Overview
After confirming eligibility, written informed consent will be obtained by a trained team member who is not involved in assigning treatment or giving the study medication. Each participant will receive a unique study number to protect privacy. Participants will be randomly assigned to receive one of the study medications using a chance-based method.The study medication will be administered through a vein before placement of the breathing tube. Blood pressure and pulse rate will be measured before the procedure and at several time points after the breathing tube is inserted.
Description
After confirming eligibility, written informed consent will be obtained and each participant will be assigned a unique study ID to maintain confidentiality. Participants will be randomly allocated using a computer-generated random sequence implemented through the lottery method, with assignments placed in sealed opaque envelopes opened on the day of surgery.

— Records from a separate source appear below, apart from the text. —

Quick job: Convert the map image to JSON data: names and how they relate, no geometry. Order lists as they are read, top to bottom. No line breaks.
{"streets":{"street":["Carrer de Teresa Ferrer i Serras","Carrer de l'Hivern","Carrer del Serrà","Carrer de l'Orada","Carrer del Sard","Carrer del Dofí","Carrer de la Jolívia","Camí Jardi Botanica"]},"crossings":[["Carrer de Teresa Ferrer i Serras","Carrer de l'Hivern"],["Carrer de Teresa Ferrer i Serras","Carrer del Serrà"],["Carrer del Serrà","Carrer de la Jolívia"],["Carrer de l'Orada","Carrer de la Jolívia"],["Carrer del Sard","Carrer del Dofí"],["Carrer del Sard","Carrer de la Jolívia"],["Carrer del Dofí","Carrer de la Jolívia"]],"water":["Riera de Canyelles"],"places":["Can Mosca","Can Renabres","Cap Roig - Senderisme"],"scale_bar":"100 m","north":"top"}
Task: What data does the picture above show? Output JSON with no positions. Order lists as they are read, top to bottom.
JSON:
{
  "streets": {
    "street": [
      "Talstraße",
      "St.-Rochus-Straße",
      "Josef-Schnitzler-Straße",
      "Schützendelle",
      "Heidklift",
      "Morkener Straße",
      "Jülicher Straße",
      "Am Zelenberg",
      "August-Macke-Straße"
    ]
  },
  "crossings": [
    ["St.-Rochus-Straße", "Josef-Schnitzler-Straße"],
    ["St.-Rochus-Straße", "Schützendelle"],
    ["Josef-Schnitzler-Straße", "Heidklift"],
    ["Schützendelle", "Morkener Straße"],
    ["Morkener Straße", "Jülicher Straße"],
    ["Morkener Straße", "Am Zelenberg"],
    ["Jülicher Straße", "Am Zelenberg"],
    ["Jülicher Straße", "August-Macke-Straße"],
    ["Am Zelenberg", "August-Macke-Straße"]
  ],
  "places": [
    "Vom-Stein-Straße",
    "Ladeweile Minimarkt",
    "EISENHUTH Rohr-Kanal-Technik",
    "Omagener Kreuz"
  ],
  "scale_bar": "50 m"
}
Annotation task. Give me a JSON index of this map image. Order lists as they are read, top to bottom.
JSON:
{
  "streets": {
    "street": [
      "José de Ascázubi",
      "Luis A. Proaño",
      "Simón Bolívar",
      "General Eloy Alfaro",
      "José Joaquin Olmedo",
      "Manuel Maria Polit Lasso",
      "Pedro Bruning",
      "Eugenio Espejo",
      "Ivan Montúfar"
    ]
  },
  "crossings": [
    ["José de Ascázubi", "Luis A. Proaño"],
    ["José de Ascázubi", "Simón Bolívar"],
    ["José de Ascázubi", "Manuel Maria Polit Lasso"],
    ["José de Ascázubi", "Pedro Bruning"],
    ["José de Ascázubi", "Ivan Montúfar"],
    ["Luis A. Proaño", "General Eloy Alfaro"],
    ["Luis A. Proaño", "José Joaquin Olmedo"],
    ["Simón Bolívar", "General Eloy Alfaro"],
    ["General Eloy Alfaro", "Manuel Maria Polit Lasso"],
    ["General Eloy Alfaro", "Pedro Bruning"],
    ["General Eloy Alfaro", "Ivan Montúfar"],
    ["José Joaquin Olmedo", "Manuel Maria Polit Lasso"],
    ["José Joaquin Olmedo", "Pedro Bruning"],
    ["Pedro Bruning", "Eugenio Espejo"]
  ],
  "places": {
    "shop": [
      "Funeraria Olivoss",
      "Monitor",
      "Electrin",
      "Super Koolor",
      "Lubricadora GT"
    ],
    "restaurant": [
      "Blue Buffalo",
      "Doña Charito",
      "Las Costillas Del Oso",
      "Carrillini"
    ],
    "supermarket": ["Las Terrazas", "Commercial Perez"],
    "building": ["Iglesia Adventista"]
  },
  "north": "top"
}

The study medication will be administered intravenously according to the study protocol before laryngoscopy and endotracheal intubation. Mean arterial pressure and heart rate will be recorded at baseline and at 1, 3, 5, and 10 minutes after intubation. Demographic information and study-related observations will be documented in a structured data collection form.
Eligibility
Inclusion Criteria:
American Society of Anesthesiologists (ASA) physical status III-IV. Patients who are at risk of cardiovascular events
Exclusion Criteria:
- Patients with known hypersensitivity to dexmedetomidine and Lignocaine.
- Patients on medications that could interfere with the study (e.g., beta-blockers, calcium channel blockers).
- Pregnant or lactating women.
- Patients with a history of airway anomalies or difficult intubation.